Exercise details> Please write out every line of the material, leaving out any picture.

Collected data>
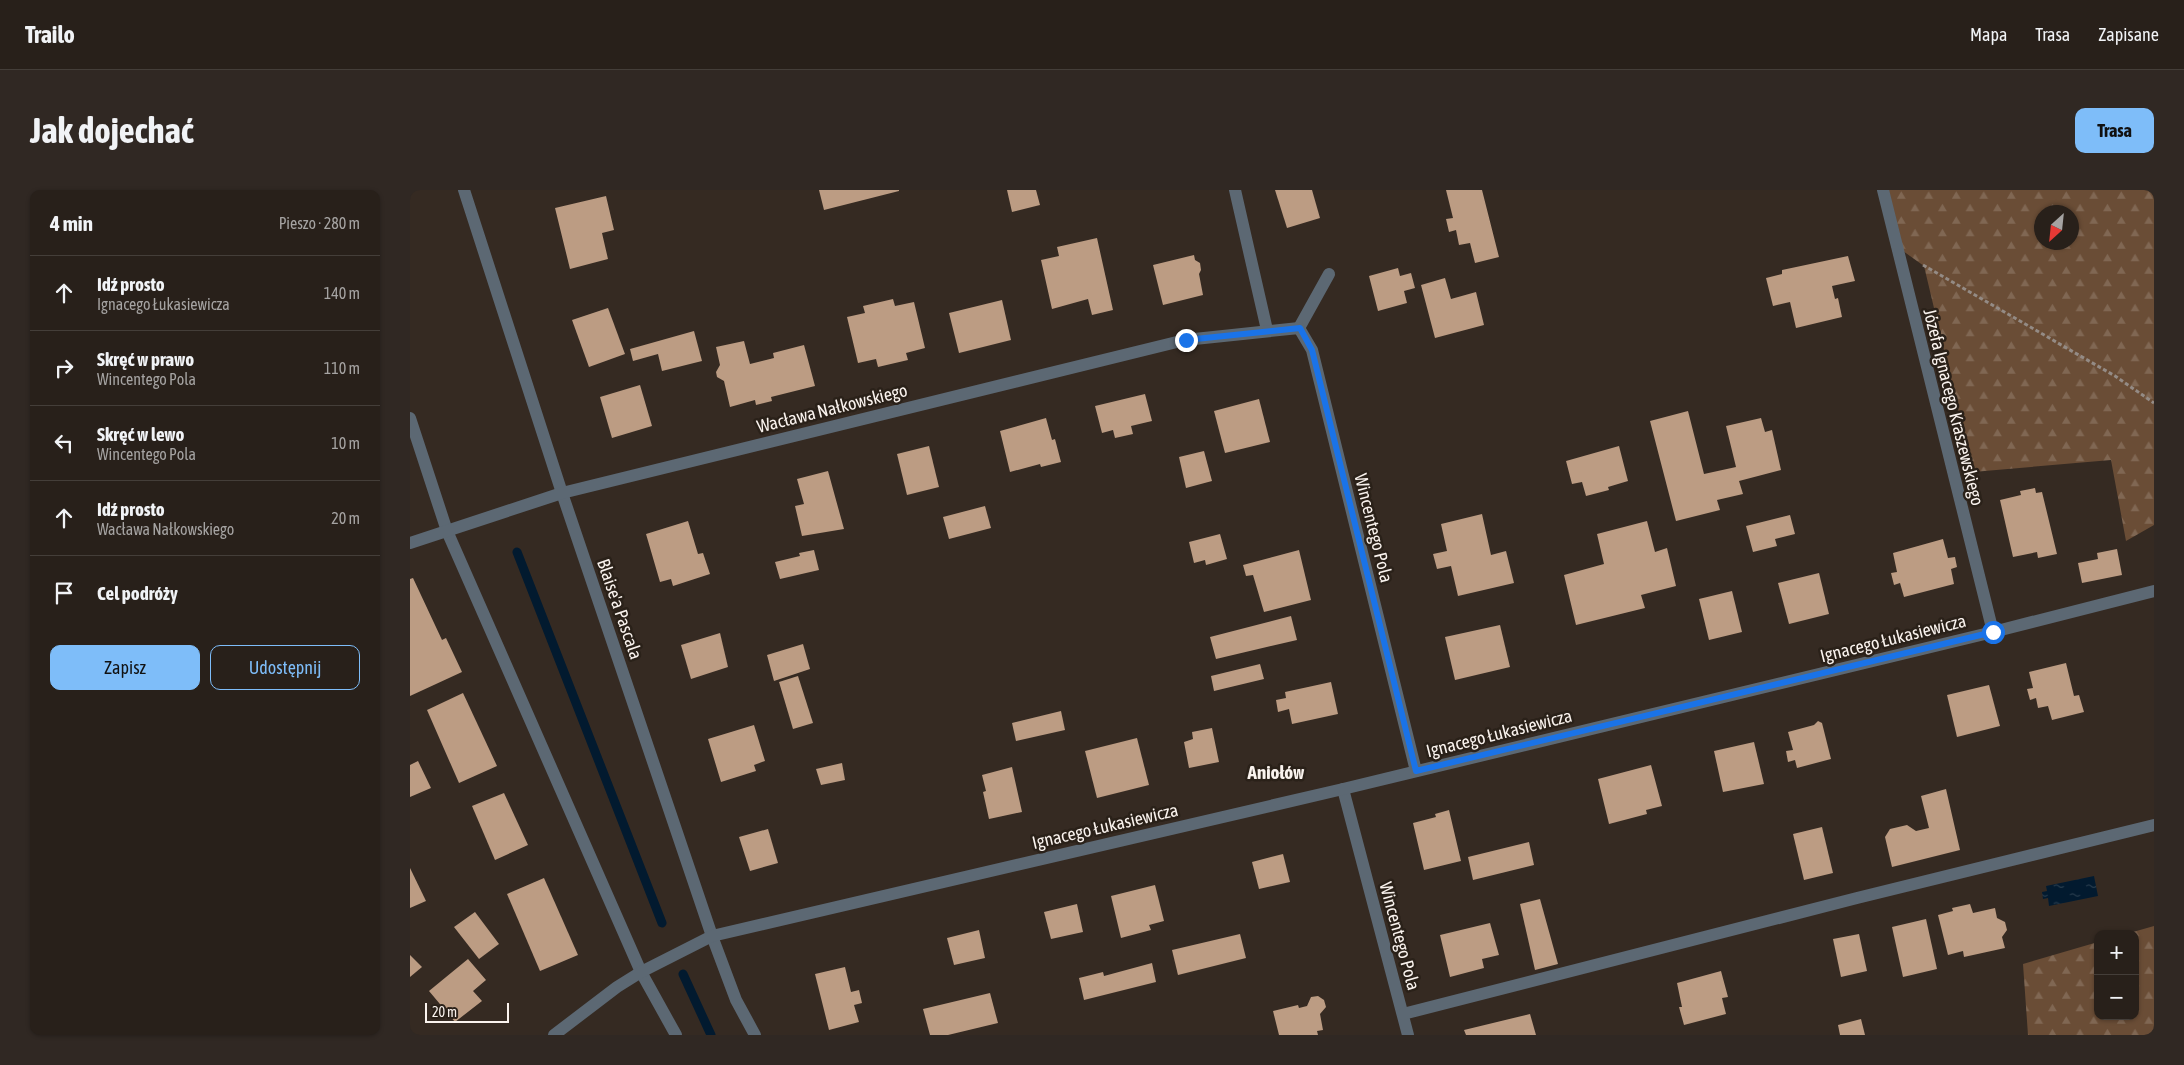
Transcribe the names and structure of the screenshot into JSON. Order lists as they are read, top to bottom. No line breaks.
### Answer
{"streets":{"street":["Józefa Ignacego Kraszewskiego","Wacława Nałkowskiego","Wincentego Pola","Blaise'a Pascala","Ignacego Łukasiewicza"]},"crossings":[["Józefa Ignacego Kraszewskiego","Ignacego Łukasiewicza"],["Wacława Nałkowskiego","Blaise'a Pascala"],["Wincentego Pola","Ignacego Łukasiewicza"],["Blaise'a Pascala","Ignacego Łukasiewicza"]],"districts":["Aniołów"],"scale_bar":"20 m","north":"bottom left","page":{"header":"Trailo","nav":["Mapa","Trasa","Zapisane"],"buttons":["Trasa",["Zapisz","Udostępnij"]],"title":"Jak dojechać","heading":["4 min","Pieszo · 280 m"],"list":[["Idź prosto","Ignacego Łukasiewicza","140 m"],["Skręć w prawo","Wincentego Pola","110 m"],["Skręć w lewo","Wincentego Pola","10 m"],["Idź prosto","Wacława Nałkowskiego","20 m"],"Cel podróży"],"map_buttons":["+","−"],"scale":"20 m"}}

Completed exercise>
Transcribe the names and structure of the screenshot into JSON. Order lists as they are read, top to bottom. No line breaks.
### Answer
{"streets":{"street":["Józefa Ignacego Kraszewskiego","Wacława Nałkowskiego","Wincentego Pola","Blaise'a Pascala","Ignacego Łukasiewicza"]},"crossings":[["Józefa Ignacego Kraszewskiego","Ignacego Łukasiewicza"],["Wacława Nałkowskiego","Blaise'a Pascala"],["Wincentego Pola","Ignacego Łukasiewicza"],["Blaise'a Pascala","Ignacego Łukasiewicza"]],"districts":["Aniołów"],"scale_bar":"20 m","north":"bottom left","page":{"header":"Trailo","nav":["Mapa","Trasa","Zapisane"],"buttons":["Trasa",["Zapisz","Udostępnij"]],"title":"Jak dojechać","heading":["4 min","Pieszo · 280 m"],"list":[["Idź prosto","Ignacego Łukasiewicza","140 m"],["Skręć w prawo","Wincentego Pola","110 m"],["Skręć w lewo","Wincentego Pola","10 m"],["Idź prosto","Wacława Nałkowskiego","20 m"],"Cel podróży"],"map_buttons":["+","−"],"scale":"20 m"}}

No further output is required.